Autism and autism spectrum disorders (ASD) refer to a range of conditions characterized by impaired social and communication skills and repetitive behaviors caused by different combinations of genetic and environmental influences. Although the pathophysiology underlying ASD is still unclear, recent evidence suggests that immune dysregulation and neuroinflammation play a role in the etiology of ASD. In particular, there is direct evidence supporting a role for maternal immune activation during prenatal life in neurodevelopmental conditions. Currently, the available options of behavioral therapies and pharmacological and supportive nutritional treatments in ASD are only symptomatic. Given the disturbing rise in the incidence of ASD, and the fact that there is no effective pharmacological therapy for ASD, there is an urgent need for new therapeutic options.

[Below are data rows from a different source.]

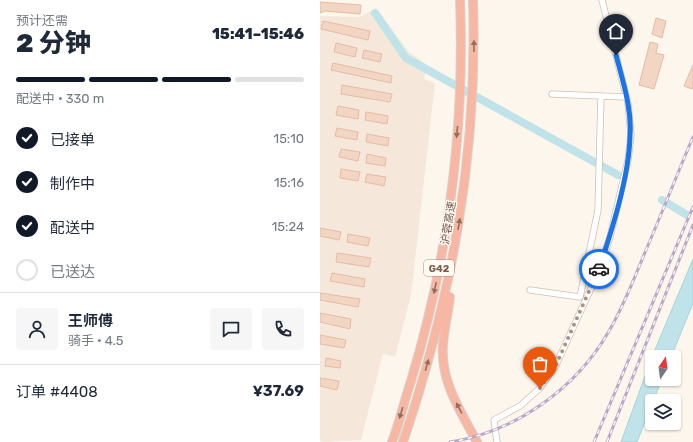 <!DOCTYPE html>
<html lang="zh">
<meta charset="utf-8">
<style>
:root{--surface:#fff;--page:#f6f6f7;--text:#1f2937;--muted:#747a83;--line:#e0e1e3;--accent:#111827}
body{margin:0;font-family:Rubik,"Noto Sans SC",sans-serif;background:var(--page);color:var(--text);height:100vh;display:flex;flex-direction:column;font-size:15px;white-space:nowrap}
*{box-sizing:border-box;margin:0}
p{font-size:13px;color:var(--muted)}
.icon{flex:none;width:22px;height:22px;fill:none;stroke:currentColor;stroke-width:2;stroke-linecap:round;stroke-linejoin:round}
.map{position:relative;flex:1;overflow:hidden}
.details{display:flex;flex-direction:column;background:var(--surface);width:320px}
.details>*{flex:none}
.needle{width:26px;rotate:14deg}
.controls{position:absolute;left:325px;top:350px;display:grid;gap:8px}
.controls a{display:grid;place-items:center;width:36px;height:36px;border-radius:4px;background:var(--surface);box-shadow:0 1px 3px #0004;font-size:20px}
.pin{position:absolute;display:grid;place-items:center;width:34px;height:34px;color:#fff;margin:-41px -17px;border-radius:50% 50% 50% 0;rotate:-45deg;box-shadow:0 0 4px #0007}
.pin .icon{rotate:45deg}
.courier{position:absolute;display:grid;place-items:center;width:40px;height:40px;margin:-20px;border:3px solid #1a73e8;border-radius:50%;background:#fff;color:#222;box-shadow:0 1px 5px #0007}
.overview em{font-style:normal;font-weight:800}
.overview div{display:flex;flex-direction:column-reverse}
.overview{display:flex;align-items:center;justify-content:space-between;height:68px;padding:0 16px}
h1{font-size:26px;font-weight:800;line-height:30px}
.bar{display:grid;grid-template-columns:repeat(4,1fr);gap:6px 4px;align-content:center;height:48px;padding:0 16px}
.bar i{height:5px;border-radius:3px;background:var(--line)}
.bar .active{background:var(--accent)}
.bar p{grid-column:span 4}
.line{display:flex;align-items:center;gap:10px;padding:0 16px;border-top:1px solid var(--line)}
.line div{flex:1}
.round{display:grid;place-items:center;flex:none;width:42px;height:42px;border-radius:4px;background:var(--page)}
ol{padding:0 16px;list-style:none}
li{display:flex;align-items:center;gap:12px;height:44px}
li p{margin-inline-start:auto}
li .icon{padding:4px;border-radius:50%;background:var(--accent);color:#fff;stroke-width:4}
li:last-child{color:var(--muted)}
li i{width:22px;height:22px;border:2px solid var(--line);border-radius:50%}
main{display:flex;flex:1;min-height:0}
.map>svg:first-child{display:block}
.residential{fill:#f5e8da}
.water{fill:#bfe3e8;stroke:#a5d3da}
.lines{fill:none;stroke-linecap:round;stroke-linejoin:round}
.river{stroke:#bfe3e8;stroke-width:8}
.building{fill:#f3d5c3;stroke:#e6bba3}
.minor-casing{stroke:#d1beb0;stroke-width:7}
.highway-casing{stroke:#dad1cd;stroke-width:10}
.minor{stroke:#fff;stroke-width:5.5}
.highway{stroke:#f7b7a3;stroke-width:8}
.rail-casing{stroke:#b9a8c9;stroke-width:3}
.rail{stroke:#fffaf3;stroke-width:1.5;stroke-dasharray:4.5;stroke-linecap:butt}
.oneway{fill:#936e5e}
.done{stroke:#a89285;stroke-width:4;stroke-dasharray:0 7.2}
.route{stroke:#1a73e8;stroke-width:5}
.labels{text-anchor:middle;stroke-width:3;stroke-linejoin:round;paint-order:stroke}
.shield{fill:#fffaf3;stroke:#a28b7f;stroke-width:1}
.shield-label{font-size:10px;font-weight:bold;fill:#7a5c4d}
.street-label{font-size:11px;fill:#7a5c4d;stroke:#fffaf3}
</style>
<main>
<section class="details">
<div class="overview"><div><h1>2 分钟</h1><p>预计还需</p></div><em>15:41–15:46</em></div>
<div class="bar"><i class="active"></i><i class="active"></i><i class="active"></i><i></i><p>配送中 · 330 m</p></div>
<ol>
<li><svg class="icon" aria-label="check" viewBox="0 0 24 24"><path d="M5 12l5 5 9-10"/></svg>已接单<p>15:10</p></li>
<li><svg class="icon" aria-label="check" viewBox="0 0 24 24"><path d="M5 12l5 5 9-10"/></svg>制作中<p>15:16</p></li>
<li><svg class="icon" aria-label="check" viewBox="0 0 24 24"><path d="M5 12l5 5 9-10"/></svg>配送中<p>15:24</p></li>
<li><i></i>已送达</li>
</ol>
<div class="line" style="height:72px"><a class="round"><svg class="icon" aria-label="person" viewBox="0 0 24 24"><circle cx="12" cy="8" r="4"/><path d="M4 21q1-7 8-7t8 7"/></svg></a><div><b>王师傅</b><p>骑手 · 4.5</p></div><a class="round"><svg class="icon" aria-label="chat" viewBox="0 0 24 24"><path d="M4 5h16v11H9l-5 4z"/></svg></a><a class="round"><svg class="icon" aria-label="phone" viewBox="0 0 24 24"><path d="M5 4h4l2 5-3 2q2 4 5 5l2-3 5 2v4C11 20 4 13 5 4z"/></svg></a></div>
<div class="line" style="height:52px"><div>订单 #4408</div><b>¥37.69</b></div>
</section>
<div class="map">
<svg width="373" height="442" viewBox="0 0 373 442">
<rect width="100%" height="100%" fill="#fdf6ec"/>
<!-- residential -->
<path class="residential" d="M56 8 89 52 107 65 104 79 115 83 91 295 75 357 63 354 41 440 6 442 0 441V16L40 17Z"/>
<!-- water -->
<path class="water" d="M373 259V303L351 357H332Z
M332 357V379H342L317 442H301Z"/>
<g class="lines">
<!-- river -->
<path class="river" d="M55 13 86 58 298 175
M342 200 367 215"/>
</g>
<!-- building -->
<path class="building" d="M0 2 41 5 40 14 5 11 0 13Z
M336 18 346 21 342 38 332 34Z
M3 21 50 31 48 40 1 29Z
M330 42 338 44 336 53 344 55 334 89 319 85Z
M16 43 37 48 35 57 14 52Z
M44 50 62 54 60 62 42 58Z
M13 63 72 76 71 83 11 70Z
M373 65V86L372 89 364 86Z
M22 85 72 94 70 102 21 94Z
M18 106 39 110 38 119 16 115Z
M46 112 68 116 67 124 45 120Z
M17 128 38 132 37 140 15 136Z
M47 134 69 138 68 146 46 142Z
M21 149 40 152 38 161 19 157Z
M47 154 66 158 65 166 46 163Z
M21 169 40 172 38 181 20 178Z
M47 174 66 177 64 186 45 182Z
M0 228 21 232 19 240 0 236Z
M28 234 50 238 48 246 27 242Z
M17 253 51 258 49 267 16 262Z
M12 273 45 279 44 287 10 281Z
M0 293 40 299 38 307 0 300Z
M0 313 31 319 30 329 0 322Z
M0 335 26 340 24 348 0 344Z
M6 358 21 361 20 368 5 366Z
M0 378 19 381 17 390 0 386Z"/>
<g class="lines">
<defs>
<path id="minor" d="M232 94 306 97
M210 290 260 297 278 210 281 96
M177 442 174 420 200 406 220 388 236 365 278 273 290 237 308 160 311 135 308 103 282 0"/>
<path id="highway" d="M130 297C128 313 124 329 123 345 120 381 141 412 157 442
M72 442C80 422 84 401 91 381 128 258 145 128 140 0
M83 442C132 297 158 154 153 0"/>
</defs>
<!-- minor casing -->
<use href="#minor" class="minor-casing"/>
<!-- highway casing -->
<use href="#highway" class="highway-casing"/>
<!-- minor -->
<use href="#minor" class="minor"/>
<!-- highway -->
<use href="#highway" class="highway"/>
<defs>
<path id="rail" d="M130 442C195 432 256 389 289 331 305 304 316 273 329 243 344 208 358 172 373 137
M274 442 373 207
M287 442 373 225"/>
</defs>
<!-- rail casing -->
<use href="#rail" class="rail-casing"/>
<!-- rail -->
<use href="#rail" class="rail"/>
</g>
<!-- one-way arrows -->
<defs><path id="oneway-solid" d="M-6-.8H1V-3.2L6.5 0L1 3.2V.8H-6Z"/></defs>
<g class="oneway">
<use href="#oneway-solid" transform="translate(154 46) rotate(-90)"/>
<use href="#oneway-solid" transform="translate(137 132) rotate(96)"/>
<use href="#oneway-solid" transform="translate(139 224) rotate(-80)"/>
<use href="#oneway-solid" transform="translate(115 288) rotate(102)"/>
<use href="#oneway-solid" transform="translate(107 365) rotate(-74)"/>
<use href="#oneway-solid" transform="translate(139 408) rotate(-118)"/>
<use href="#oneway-solid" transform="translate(81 413) rotate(107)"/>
</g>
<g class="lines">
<!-- done -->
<path class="done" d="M220 388 236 365 279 269"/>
<!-- route -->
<path class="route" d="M279 269C292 230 309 177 310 136 312 109 303 82 296 55"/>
</g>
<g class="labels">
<!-- shield labels -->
<rect class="shield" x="104" y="260" width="30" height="16" rx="3"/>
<g class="shield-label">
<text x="119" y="272">G42</text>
</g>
<!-- street labels -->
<g class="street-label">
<text transform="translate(128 223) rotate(-81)" y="4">沪蓉高速</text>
</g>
</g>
</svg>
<div class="controls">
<a><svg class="needle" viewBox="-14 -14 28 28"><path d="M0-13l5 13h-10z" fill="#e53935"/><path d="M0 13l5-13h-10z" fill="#747a83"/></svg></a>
<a><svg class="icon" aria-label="layers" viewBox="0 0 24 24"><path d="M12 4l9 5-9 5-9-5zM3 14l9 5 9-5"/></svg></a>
</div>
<div class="pin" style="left:220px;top:388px;background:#ea580c"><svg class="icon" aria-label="bag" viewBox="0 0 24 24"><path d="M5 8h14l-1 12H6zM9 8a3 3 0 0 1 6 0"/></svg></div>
<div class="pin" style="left:296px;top:55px;background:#1f2937"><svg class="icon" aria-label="home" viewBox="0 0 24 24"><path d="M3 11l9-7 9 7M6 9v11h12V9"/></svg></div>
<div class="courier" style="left:279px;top:269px"><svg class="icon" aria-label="car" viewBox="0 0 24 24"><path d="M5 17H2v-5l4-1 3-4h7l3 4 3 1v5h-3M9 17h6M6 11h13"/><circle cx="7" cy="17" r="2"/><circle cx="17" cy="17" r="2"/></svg></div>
</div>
</main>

Mesenchymal stem cells (MSCs) possess immunomodulatory properties that make them relevant to several diseases associated with inflammation and tissue damage. The paracrine regenerative mechanisms of MSCs are also suggested to be therapeutically beneficial for ASD. Thus the underlying pathology in ASD, including immune system dysregulation and inflammation, represent potential targets for MSC therapy. This review will focus on immune dysfunction in the pathogenesis of ASD and will further discuss the therapeutic potential for MSCs in mediating ASD-related immunological disorders.

KEYWORDS:

Autism spectrum disorders; Cell therapy; Inflammation; Major histocompatibility complex; Maternal immune activation; Mesenchymal stem cells

Conflict of interest statement

Conflict-of-interest statement: All authors have no conflicts of interest to report.